You’ve been warned, this article is going to read like an exercise in pain for those looking for sunbeams of hope regarding an ex who has fled to an ex. While I usually try and contextualize the good and the bad together, this particular scenario is a personal favorite, but unfortunately in the negative sense.
Nevertheless, there are always ways to make the most of any situation. Let’s start at the beginning, and try and make some belated sense out of all this madness.
An Act Of Betrayal
However, in this case the act of betrayal is difficult to digest because a lot will have been hidden from you. And when realization dawns, the ego will suffer immeasurably. Unless of course you had already broken up, or were the ones that did the dumping. In which case feel free to skip this section entirely.

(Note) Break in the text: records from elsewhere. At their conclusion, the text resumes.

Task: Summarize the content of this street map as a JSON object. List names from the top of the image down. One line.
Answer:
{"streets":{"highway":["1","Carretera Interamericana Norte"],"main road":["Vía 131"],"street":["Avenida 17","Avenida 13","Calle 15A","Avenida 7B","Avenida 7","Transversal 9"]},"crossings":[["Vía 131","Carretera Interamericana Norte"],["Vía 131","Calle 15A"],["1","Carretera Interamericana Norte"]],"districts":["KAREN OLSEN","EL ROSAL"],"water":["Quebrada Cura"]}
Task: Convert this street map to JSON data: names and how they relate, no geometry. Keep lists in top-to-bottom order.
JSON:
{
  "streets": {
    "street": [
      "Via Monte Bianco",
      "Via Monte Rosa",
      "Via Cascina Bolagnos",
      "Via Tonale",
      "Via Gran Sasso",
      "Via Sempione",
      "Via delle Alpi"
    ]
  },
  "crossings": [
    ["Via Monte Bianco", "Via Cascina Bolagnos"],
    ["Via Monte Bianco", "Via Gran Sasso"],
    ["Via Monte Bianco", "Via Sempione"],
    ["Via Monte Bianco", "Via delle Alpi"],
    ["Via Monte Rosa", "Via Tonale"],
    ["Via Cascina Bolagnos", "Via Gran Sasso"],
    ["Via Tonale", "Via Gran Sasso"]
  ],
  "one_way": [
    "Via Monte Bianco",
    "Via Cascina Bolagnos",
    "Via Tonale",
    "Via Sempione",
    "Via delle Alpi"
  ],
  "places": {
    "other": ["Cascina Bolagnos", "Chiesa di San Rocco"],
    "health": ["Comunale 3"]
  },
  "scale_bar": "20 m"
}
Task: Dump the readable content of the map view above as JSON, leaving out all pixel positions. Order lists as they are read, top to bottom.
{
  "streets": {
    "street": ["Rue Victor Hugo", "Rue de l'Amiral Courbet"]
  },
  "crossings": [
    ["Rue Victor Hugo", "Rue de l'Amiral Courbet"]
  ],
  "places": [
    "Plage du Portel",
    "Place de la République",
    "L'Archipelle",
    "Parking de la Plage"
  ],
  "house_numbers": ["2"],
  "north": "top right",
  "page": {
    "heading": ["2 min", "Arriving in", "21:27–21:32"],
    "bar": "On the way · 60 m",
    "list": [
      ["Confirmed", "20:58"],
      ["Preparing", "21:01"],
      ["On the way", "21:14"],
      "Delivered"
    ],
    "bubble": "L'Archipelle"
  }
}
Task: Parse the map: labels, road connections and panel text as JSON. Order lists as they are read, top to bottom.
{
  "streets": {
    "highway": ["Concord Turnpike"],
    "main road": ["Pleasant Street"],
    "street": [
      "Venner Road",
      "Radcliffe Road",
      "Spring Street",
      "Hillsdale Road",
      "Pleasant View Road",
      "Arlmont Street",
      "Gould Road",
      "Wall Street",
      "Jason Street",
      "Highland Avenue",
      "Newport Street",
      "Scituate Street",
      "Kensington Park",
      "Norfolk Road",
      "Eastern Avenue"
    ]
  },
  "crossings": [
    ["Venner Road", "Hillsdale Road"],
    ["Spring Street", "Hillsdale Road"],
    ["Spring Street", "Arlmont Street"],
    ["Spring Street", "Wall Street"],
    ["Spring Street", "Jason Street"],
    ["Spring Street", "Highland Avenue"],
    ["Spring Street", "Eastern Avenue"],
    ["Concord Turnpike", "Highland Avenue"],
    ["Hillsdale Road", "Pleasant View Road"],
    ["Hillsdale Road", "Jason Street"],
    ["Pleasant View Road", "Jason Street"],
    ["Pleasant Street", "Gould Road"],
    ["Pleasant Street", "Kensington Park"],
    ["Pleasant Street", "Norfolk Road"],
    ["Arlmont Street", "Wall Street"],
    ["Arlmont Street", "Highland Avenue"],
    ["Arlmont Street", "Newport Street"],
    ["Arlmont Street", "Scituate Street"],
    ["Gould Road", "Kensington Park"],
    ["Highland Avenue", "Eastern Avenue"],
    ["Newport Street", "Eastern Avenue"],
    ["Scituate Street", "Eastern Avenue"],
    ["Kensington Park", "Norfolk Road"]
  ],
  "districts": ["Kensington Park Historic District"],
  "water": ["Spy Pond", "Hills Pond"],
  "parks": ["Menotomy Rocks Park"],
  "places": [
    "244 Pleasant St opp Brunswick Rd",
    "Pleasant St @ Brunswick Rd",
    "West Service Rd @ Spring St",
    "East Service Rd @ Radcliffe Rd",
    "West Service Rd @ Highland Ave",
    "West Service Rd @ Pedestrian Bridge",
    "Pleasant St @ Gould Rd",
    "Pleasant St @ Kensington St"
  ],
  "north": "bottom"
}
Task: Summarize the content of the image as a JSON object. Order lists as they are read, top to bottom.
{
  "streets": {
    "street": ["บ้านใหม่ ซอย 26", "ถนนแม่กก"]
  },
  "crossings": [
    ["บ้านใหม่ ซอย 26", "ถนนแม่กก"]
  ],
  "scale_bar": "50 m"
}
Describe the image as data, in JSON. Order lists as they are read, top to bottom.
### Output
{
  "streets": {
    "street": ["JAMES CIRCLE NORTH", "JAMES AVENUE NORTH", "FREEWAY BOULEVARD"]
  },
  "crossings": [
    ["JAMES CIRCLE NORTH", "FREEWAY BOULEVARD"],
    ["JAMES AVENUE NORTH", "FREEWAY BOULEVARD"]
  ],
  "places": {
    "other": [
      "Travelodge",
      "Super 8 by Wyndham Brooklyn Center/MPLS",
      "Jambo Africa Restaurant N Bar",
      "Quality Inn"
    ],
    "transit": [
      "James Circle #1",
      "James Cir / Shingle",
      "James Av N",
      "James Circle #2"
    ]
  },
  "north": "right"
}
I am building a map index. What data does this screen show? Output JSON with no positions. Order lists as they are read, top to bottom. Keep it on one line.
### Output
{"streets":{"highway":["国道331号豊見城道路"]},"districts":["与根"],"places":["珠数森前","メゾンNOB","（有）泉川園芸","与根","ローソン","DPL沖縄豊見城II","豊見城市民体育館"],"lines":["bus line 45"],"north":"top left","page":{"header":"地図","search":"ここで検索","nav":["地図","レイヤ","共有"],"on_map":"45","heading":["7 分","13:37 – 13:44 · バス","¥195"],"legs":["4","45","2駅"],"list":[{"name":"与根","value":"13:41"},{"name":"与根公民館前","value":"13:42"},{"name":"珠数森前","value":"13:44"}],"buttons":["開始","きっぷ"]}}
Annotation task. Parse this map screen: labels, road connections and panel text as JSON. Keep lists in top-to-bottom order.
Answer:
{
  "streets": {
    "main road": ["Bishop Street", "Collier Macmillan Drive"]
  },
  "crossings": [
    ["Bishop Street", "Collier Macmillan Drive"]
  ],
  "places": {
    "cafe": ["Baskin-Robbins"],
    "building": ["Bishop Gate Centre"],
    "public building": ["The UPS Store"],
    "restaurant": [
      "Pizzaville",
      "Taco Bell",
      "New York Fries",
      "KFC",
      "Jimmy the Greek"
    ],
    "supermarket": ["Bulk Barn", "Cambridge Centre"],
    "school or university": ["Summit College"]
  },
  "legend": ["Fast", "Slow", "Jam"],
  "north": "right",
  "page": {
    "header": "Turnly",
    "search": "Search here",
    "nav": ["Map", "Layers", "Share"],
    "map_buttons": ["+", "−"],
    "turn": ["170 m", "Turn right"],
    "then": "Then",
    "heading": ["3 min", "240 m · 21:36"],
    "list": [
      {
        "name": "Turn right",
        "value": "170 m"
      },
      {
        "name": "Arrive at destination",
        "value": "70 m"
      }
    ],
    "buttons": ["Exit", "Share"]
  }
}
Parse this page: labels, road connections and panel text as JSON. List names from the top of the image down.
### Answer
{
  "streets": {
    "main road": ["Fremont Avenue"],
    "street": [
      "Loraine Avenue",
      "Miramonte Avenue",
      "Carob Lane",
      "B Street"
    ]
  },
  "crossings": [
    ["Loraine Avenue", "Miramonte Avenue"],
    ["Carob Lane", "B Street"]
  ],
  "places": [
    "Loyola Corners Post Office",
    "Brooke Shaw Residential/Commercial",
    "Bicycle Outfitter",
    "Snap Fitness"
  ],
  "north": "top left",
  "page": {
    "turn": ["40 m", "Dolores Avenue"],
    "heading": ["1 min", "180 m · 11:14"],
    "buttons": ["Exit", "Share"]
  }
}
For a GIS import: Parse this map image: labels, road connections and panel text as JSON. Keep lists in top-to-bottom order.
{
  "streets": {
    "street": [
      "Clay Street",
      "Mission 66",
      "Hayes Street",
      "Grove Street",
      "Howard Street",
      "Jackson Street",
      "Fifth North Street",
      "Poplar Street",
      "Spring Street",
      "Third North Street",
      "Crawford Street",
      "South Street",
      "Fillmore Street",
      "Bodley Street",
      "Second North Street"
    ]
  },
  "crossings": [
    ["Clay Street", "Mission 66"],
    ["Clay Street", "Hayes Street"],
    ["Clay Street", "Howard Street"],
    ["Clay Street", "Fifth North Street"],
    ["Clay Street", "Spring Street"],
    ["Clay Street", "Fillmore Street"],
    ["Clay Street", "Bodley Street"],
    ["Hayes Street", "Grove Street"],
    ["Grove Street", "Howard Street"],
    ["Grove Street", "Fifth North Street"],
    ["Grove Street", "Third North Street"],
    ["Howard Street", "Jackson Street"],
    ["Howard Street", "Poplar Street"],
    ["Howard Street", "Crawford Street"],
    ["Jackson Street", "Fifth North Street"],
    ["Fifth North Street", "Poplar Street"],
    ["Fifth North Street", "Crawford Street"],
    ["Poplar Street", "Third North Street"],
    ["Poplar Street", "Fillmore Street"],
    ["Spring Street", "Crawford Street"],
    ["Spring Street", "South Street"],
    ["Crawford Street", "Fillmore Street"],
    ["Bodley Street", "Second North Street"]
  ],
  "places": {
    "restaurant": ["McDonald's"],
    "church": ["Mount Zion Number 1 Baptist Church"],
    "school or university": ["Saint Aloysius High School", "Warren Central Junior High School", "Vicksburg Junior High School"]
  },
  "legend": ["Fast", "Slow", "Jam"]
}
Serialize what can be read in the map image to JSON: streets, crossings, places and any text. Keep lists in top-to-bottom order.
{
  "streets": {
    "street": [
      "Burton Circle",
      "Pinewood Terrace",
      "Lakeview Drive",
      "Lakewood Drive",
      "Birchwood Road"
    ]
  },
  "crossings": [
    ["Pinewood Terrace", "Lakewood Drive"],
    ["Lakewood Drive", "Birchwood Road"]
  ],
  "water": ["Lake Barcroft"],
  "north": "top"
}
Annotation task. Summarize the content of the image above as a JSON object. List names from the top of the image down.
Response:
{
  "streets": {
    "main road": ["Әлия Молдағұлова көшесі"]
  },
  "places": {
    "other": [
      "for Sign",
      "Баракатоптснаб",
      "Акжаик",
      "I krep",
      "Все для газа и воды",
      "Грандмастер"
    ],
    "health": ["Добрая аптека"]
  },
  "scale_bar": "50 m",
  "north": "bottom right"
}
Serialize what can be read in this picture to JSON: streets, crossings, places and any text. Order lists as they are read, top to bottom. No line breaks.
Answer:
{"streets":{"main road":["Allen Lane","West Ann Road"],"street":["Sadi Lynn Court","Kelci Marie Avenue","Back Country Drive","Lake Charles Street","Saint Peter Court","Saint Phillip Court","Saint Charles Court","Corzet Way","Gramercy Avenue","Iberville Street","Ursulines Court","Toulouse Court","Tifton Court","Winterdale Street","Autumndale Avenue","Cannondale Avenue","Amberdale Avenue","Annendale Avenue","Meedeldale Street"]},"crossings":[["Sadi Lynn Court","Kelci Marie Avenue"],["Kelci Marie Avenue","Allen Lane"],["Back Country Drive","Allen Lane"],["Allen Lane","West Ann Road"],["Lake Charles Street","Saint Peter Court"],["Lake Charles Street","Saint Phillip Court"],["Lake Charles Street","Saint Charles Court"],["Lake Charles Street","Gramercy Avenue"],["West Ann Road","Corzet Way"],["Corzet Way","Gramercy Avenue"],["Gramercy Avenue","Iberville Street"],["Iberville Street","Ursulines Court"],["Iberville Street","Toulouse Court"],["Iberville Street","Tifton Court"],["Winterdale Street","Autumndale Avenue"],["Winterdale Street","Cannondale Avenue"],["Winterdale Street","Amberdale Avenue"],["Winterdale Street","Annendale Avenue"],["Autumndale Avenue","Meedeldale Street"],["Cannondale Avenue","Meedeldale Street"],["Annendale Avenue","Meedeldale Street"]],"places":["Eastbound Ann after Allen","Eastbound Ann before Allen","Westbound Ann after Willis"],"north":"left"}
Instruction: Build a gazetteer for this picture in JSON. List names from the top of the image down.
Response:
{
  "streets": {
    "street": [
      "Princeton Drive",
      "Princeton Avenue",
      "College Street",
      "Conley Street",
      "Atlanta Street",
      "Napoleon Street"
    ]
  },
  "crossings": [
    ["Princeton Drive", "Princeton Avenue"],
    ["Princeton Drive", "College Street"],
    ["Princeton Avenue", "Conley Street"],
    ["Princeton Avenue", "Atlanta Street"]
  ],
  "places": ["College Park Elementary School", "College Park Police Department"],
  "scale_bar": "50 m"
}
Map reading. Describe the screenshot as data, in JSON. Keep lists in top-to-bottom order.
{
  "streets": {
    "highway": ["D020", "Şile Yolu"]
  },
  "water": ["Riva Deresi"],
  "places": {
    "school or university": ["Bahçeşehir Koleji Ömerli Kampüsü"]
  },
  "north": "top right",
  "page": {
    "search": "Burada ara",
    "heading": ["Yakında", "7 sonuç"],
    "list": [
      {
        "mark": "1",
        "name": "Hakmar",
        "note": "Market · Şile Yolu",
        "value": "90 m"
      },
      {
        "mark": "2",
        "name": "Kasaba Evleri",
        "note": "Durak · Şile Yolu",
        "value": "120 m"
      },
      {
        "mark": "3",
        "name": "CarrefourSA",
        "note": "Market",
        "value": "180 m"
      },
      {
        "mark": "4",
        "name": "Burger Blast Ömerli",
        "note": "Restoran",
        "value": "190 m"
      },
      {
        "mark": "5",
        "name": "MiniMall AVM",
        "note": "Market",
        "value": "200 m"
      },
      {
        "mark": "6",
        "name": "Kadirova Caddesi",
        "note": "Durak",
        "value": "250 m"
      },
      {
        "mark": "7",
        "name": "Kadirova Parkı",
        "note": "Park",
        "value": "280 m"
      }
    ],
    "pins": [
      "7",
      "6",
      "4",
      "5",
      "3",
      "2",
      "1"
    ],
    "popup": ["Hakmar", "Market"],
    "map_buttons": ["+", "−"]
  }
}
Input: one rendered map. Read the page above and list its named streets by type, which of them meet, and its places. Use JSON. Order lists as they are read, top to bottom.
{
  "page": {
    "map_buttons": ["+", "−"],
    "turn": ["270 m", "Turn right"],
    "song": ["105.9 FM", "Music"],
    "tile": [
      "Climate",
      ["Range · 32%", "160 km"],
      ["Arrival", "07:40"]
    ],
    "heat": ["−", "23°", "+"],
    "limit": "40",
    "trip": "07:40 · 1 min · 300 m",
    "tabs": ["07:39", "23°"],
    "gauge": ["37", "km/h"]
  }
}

If you were blind-sided by the breakup it will usually mean that negotiations were ongoing behind the scenes between your ex and theirs. This you undoubtedly already know, but it is imperative to curb our self-esteem woes from spiralling out of control.
The key moving forward is not to allow this episode to reinforce insecurity and to condition the future.
Contact between exs is enough to make anyone suspicious, and the fact that this time our inner-most fears became manifest can lead to long-term scarring, potentially jeopardizing future relationships.
The first step then, is the mere realization that much of what occurred is a question of unresolved baggage that had little to do with us, and everything to do with them. It is less of a case of breaking up with you, than it is about reconciling with them.
The problem is that in the short-term, none of the realizations are really of any use. Particularly if we continue to hope they will come back.
Were You His Rebound?
As cruel as it is, determining what role you had in your relationship with your ex is key to assessing the fallout, and gauging what the chances for reconciliation are.
Most cases where exs get back together will involve an transitional relationship, known as a rebound. The role of the rebound relationship is that of comforting the rebounding party and filling the emotional hole that was torn away from them when their previous relationship ended. You might have been their rebound if these points sound familiar:
- The courting process was remarkably swift, passionate and impulsive.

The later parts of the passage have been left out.